The student, who attended KenyonCollege in Ohio, left for the Middle East at the end of May, planning a three month visit.

He was known to take a keen interest in the social and political turmoil spreading throughout the region, after he spent some time with a host family in Morocco at the beginning of the Arab Spring three years ago.

“He had a passion for learning about other people and other cultures,” said Marc Bragin, Kenyon’s Jewish chaplain. “He was truly interested in listening to what other people had to say, which for a 21-year-old is not that common.”

His family said he had gone to Egypt to teach English to young children, while also working to improve his Arabic skills.

Among those paying tribute were friends and family members.

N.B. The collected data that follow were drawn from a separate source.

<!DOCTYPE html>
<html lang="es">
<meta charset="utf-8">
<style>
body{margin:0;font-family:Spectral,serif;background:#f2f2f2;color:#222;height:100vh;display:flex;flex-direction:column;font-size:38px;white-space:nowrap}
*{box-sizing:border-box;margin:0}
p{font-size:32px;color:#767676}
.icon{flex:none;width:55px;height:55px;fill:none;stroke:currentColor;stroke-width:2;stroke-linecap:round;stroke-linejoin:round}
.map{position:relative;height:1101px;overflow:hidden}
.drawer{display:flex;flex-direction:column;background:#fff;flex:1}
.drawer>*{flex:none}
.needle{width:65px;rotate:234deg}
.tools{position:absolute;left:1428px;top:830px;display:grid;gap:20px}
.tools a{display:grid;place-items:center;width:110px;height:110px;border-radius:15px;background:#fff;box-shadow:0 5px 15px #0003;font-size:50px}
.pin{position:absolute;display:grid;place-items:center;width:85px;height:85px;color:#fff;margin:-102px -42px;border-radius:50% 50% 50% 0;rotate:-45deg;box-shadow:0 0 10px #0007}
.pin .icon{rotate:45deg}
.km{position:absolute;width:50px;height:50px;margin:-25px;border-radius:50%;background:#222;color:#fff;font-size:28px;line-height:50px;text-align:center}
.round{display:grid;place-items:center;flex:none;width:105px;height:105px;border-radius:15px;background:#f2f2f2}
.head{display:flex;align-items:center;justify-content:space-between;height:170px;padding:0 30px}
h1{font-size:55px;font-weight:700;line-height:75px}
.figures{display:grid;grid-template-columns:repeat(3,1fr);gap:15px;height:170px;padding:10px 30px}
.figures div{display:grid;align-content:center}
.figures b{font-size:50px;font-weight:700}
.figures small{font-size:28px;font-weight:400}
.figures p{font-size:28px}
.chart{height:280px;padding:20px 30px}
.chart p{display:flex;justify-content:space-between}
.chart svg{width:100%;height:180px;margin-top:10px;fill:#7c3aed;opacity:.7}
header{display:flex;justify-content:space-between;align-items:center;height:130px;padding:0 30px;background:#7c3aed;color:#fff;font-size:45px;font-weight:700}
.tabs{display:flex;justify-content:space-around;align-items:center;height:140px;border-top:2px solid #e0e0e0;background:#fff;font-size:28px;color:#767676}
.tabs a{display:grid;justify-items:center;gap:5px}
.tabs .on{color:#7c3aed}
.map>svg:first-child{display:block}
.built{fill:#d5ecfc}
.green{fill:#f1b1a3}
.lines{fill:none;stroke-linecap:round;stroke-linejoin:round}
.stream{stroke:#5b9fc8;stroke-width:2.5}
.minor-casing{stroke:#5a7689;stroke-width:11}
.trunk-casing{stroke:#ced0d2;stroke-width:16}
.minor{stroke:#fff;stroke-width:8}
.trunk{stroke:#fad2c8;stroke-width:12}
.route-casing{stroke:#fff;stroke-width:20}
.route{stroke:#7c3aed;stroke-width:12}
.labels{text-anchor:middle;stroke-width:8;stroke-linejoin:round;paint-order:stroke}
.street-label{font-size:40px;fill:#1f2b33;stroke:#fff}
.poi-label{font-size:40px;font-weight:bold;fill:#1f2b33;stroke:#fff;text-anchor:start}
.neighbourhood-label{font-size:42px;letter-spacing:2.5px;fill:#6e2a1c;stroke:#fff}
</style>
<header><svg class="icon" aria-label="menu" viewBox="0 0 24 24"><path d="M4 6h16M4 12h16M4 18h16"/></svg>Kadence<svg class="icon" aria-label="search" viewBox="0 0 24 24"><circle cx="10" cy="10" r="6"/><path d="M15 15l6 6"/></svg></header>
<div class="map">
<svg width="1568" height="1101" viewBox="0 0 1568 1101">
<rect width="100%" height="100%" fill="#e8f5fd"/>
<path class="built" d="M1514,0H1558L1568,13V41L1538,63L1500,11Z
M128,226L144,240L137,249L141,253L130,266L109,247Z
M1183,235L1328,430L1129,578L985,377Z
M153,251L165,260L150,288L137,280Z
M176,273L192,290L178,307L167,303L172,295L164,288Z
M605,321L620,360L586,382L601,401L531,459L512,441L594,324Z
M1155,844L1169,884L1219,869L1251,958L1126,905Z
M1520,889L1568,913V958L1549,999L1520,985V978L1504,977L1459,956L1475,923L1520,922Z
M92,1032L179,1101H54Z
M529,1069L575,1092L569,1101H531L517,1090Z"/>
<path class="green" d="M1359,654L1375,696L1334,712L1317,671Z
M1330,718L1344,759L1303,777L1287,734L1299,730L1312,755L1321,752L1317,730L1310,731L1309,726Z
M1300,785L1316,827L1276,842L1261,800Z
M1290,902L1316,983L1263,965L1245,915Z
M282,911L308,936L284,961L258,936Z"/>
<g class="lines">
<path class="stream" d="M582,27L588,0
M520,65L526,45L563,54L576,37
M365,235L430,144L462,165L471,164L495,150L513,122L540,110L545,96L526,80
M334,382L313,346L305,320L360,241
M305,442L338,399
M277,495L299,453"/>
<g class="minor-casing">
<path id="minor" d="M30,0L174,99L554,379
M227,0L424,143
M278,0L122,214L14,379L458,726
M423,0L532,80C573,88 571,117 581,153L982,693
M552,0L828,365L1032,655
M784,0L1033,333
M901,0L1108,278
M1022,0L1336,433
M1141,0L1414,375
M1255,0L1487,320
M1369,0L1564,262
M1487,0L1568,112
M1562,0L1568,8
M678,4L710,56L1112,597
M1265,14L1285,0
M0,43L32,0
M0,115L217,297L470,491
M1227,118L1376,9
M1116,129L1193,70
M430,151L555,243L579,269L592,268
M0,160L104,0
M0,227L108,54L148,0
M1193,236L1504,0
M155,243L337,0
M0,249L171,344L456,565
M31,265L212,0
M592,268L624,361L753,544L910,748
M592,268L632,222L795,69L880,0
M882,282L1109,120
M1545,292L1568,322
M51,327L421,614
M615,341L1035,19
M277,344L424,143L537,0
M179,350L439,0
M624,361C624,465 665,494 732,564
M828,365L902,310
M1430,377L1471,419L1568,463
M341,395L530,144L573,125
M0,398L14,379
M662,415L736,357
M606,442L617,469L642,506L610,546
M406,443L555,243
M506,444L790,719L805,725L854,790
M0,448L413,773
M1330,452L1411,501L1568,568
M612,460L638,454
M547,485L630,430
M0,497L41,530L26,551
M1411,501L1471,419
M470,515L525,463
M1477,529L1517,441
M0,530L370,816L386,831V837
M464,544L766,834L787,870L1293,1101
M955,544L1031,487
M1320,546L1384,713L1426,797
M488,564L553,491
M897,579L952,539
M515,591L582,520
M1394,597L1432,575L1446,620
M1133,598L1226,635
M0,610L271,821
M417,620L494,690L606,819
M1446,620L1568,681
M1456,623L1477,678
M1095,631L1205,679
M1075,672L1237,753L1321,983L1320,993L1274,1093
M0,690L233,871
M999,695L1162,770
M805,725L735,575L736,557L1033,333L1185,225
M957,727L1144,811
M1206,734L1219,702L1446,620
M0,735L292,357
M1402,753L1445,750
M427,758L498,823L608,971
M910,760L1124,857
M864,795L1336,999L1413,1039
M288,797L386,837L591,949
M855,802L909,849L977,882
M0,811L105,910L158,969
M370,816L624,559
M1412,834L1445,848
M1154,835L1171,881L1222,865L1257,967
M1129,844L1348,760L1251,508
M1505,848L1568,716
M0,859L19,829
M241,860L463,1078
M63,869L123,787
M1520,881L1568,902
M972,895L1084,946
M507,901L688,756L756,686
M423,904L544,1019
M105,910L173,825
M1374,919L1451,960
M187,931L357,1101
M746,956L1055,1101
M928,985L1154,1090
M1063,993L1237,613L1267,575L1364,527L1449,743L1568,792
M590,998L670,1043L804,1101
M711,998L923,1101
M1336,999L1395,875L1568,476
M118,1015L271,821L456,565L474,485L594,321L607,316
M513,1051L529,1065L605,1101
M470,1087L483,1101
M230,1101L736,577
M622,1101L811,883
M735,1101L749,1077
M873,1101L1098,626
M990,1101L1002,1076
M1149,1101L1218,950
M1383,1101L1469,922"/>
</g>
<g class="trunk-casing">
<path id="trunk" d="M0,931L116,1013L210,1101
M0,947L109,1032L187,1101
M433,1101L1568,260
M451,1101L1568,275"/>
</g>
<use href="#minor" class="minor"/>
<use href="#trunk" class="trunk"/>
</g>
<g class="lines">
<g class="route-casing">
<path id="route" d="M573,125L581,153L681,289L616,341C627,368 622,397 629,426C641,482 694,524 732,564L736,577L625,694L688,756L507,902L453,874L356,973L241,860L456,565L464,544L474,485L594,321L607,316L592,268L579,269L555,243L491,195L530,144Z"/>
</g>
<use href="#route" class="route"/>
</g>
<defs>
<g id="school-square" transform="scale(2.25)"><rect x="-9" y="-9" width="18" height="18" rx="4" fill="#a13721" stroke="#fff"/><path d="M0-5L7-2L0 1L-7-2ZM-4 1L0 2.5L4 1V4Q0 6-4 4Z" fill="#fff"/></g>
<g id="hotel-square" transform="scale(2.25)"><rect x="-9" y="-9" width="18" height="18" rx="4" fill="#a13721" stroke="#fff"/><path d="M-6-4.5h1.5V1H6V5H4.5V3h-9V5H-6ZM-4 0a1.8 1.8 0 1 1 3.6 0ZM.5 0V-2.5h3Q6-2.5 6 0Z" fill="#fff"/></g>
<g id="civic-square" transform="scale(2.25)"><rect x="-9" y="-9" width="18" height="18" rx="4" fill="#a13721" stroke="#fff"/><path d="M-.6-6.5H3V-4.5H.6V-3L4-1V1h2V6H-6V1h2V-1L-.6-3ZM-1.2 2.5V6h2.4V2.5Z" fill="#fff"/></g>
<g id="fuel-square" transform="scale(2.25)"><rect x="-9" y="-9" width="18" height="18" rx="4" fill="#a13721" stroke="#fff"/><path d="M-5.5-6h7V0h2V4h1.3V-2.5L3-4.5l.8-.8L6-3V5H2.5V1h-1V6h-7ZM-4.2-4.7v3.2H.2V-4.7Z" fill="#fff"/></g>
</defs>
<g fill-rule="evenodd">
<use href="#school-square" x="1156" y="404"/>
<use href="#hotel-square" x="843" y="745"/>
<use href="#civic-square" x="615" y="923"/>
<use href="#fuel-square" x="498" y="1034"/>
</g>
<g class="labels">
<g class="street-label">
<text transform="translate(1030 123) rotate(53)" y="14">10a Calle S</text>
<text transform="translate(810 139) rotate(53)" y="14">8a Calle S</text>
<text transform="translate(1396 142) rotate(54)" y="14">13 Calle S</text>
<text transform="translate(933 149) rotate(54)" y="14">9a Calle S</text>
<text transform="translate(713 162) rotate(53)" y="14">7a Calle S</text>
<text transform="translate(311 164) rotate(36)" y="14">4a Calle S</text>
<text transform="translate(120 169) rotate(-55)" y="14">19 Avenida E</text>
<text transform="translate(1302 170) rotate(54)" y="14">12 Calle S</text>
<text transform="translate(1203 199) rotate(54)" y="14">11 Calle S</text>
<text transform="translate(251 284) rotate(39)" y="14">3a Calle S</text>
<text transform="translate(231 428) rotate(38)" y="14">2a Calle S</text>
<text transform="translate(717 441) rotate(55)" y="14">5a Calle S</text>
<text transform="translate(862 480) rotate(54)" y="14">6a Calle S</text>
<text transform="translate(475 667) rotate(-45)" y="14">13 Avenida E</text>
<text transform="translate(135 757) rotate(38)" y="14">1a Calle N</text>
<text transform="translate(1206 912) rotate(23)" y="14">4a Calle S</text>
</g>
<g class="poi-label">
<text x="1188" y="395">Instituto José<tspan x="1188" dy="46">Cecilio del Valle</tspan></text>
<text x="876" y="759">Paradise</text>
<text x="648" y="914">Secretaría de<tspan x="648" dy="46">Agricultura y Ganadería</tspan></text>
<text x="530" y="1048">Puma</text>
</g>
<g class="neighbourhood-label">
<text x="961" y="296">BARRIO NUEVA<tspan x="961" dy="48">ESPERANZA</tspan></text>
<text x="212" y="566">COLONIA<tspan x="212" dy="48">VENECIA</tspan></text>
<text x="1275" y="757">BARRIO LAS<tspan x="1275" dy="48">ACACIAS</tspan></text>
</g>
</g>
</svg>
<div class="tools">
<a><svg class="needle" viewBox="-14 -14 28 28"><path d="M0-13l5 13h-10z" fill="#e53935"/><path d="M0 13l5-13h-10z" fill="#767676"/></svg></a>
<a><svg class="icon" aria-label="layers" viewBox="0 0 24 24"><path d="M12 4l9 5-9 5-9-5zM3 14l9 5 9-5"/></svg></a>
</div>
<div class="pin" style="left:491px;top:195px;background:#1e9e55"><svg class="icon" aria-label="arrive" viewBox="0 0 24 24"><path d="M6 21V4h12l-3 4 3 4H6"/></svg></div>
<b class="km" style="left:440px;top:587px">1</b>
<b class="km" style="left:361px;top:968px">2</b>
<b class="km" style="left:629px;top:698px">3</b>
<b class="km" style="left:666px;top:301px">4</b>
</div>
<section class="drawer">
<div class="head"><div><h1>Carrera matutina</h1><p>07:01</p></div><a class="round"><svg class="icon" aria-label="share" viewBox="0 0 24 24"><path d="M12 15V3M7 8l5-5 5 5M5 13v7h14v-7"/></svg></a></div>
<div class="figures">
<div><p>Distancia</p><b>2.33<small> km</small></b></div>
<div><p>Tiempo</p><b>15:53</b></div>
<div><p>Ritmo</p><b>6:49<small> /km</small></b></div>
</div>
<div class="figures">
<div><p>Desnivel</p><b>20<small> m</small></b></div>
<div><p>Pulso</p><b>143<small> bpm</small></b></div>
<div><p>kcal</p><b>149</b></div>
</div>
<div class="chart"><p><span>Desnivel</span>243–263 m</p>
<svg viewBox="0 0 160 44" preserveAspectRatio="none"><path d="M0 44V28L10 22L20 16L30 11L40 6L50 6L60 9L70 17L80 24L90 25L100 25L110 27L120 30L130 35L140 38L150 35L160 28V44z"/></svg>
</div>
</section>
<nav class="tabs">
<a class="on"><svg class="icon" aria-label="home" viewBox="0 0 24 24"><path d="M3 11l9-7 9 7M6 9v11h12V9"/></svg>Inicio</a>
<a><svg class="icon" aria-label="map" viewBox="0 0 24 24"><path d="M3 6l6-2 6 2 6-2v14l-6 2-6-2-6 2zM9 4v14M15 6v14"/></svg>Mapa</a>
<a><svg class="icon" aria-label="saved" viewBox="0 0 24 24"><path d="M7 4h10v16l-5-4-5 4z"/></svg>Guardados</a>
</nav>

Meryn Chimes, 20, said she had last heard from him through Facebook on Tuesday, when he had said that the students were struggling with English lessons.

“Andrew’s world was one in which he saw the best in everyone,” she said.

The violence was not limited to Alexandria, with several cities throughout the country witnessing clashes over the weekend.

The latest trouble is being orchestrated by opponents of Mohammed Morsi, the Muslim Brotherhood president critics say is now emulating the dictatorial style of former ruler Hosni Mubarak.

Four government ministers were this week reported to have resigned, and the Muslim Brotherhood headquarters were ransacked by a group of armed men, an act the ruling party said on had “crossed a red line”.